(THE RECORDS)
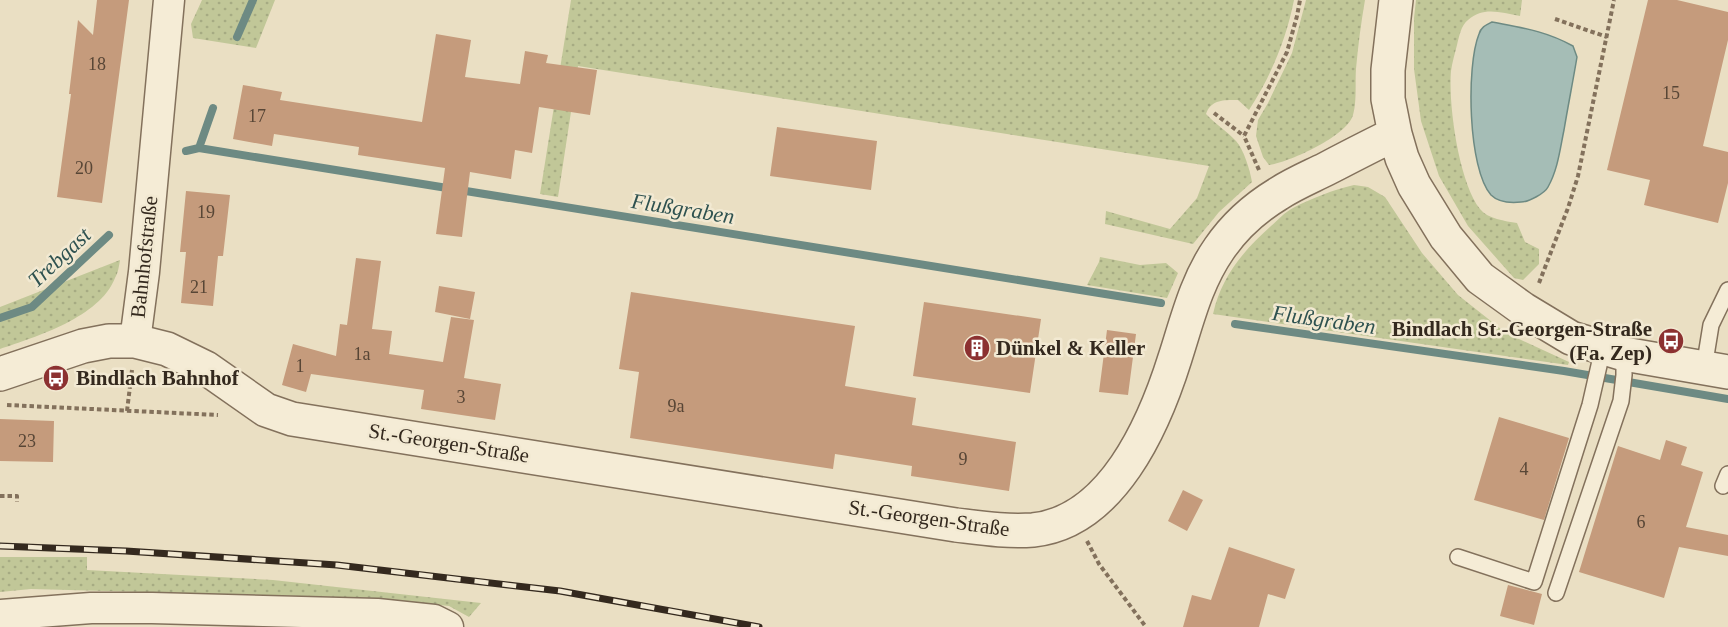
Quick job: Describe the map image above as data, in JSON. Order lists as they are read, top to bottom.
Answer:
{
  "streets": {
    "street": ["Bahnhofstraße", "St.-Georgen-Straße"]
  },
  "crossings": [
    ["Bahnhofstraße", "St.-Georgen-Straße"]
  ],
  "water": ["Flußgraben", "Trebgast"],
  "places": {
    "bus stop": ["Bindlach St.-Georgen-Straße (Fa. Zep)", "Bindlach Bahnhof"],
    "building": ["Dünkel & Keller"]
  },
  "house_numbers": [
    "18",
    "15",
    "17",
    "20",
    "19",
    "21",
    "1a",
    "1",
    "3",
    "9a",
    "23",
    "9",
    "4",
    "6"
  ]
}
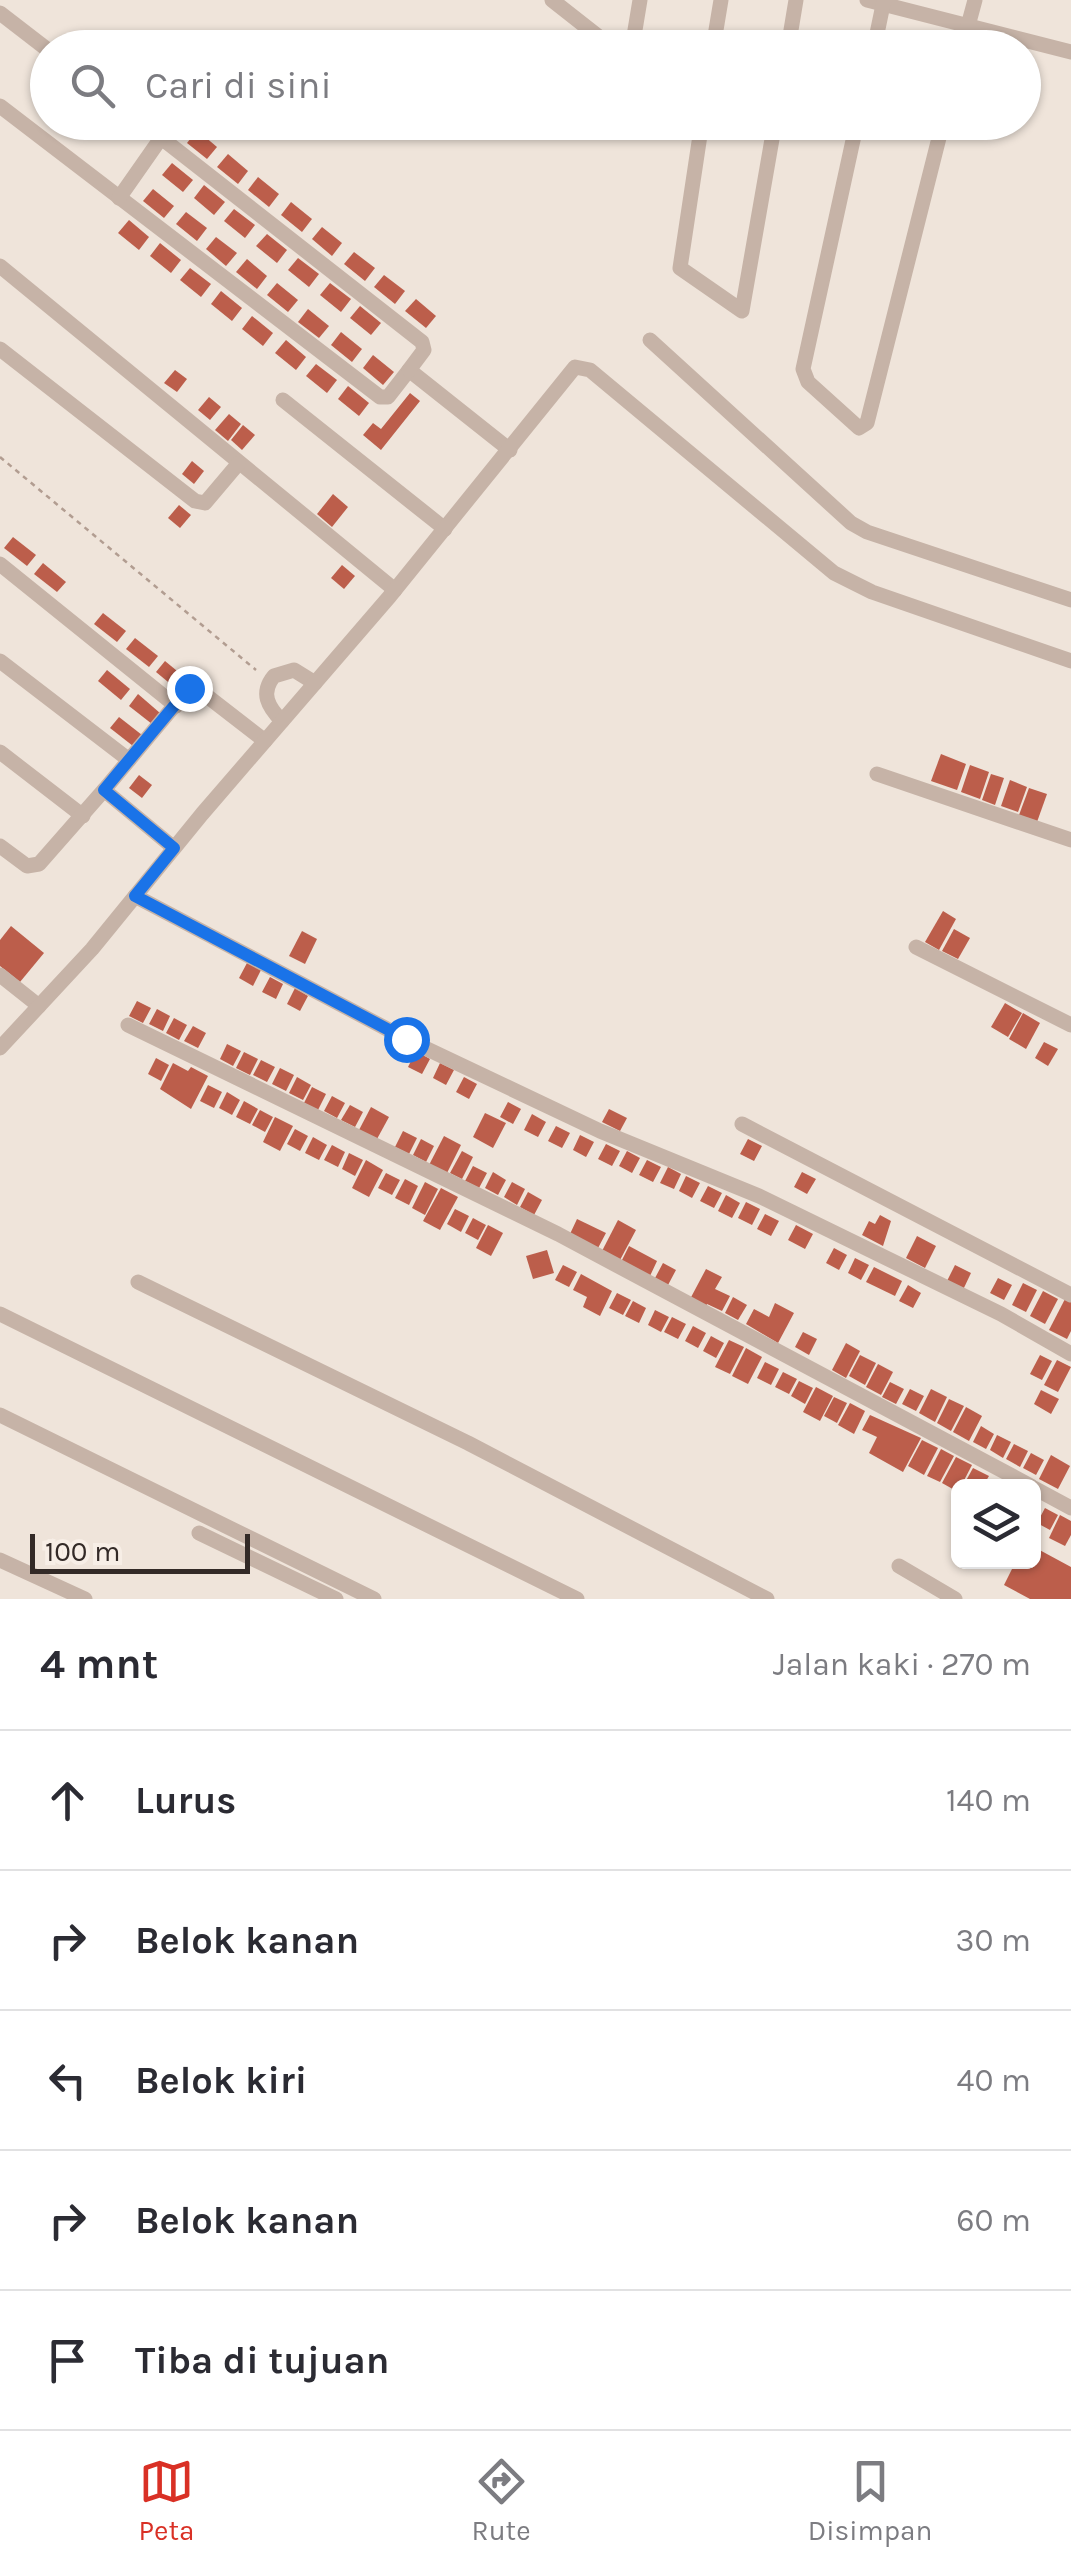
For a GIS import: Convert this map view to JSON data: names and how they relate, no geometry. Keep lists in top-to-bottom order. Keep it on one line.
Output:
(End THE RECORDS)
ASSIGNMENT: Could you copy out every line in the listing where the word "lists" appears?

SOLVED PROBLEM:
Quick job: Describe the map image above as data, in JSON. Order lists as they are read, top to bottom.
For a GIS import: Convert this map view to JSON data: names and how they relate, no geometry. Keep lists in top-to-bottom order. Keep it on one line.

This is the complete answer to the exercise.